Around the same time, the foundations of two new churches were laid in east London: Christ Church Spitalfields and St Anne's, Limehouse. Both buildings were aligned with remarkable precision on an east–west axis.

In a forthcoming paper in the Journal of the Society of Architectural Historians (64, 56–73; 2005), geologist Jason Ali and historian Peter Cunich suggest that Halley put his work on declination-corrected compasses into practice in surveying the two churches. They argue that this may have been the first time that this modern science-based technique, which corrects for the difference between magnetic and true north, was used to align buildings.

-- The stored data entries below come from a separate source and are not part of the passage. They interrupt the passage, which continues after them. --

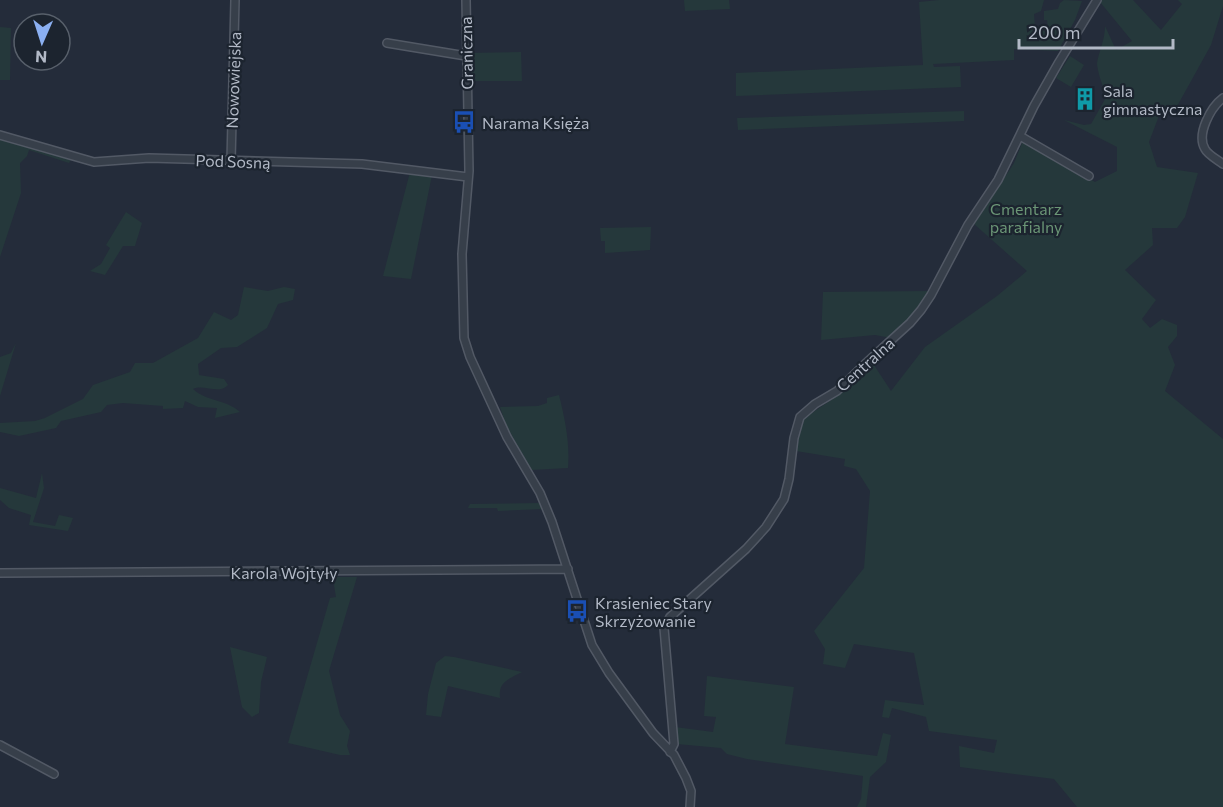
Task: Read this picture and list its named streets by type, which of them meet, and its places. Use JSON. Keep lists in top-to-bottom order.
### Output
{
  "streets": {
    "street": [
      "Graniczna",
      "Nowowiejska",
      "Pod Sosną",
      "Centralna",
      "Karola Wojtyły"
    ]
  },
  "crossings": [
    ["Graniczna", "Pod Sosną"],
    ["Graniczna", "Centralna"],
    ["Graniczna", "Karola Wojtyły"],
    ["Nowowiejska", "Pod Sosną"]
  ],
  "parks": ["Cmentarz parafialny"],
  "places": {
    "building": ["Sala gimnastyczna"],
    "bus stop": ["Narama Księża", "Krasieniec Stary Skrzyżowanie"]
  },
  "scale_bar": "200 m",
  "north": "bottom"
}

Christ Church Spitalfields and St Anne's, Limehouse, were constructed under a programme established by two acts of parliament in 1711 and 1712 to build 50 churches in London's rapidly expanding East End. The programme was an attempt to fight irreligion and the rise of the dissenting churches in the poor suburbs.

The parliamentary acts were passed in the reign of Queen Anne when the Tory party was in power. It was in the Tories' interest to strengthen the Church of England because the parliamentary opposition party, the Whigs, were supported by religious dissenters. The buildings were specifically commissioned to be aligned in the traditional way along an east–west axis, emphasizing the link between the Anglican church and early Christianity.

In the end, only 12 churches were built, partly owing to financial constraints and partly because the political balance changed after the death of Queen Anne in 1714, when the Whigs became the dominant party.

The commission for building the new churches appointed Nicholas Hawksmoor as one of its architects. Hawksmoor had been a student of Halley's fellow Royal Society member Christopher Wren, who is most famous for designing St Paul's Cathedral. Halley and Hawksmoor had shared a circle of friends since the 1680s.

Traditionally, the alignment of churches had been achieved by using the position of the rising or setting sun on particular days: Easter, the feast day of the church's patron saint, or one of the equinoxes. But this approach cannot explain the precision in the alignment of Christ Church Spitalfields and St Anne's, Limehouse.

At London's latitude, the seasonal range of sunrise is quite large, from 51.5° at the summer solstice to 128.5° in mid-winter. Even a few days before or after the equinoxes, the sun rises and sets significantly away from a precise east–west axis. And by 1714, the Julian calendar — still in use in England until 1752 — was out of synchrony with the seasons by 11 days.

Under the same parliamentary acts, Hawksmoor constructed four more churches whose axes are not oriented precisely east–west: St Alphege's in Greenwich, St George-in-the-East in Wapping, St George in Bloomsbury, and St Mary Woolnoth in the City of London. But each of these was built on a site with physical constraints that would have made attempts at correct orientation difficult. In the case of St-George-in-the-East, Hawksmoor had petitioned to knock down adjacent houses to open up the site, but without success.

Halley was active in the building commission in the summer of 1714, attending meetings and visiting sites. The foundations for Christ Church Spitalfields, and St Anne's, Limehouse, were laid during that summer. It seems extremely likely that Halley collaborated with Hawksmoor to assure their precise alignment with the help of his declination-corrected compass.

Ironically it has become difficult to determine the direction of east in some parts of London today. Magnetic noise, from the London Underground for example, can lead to significant local distortions of the geomagnetic field.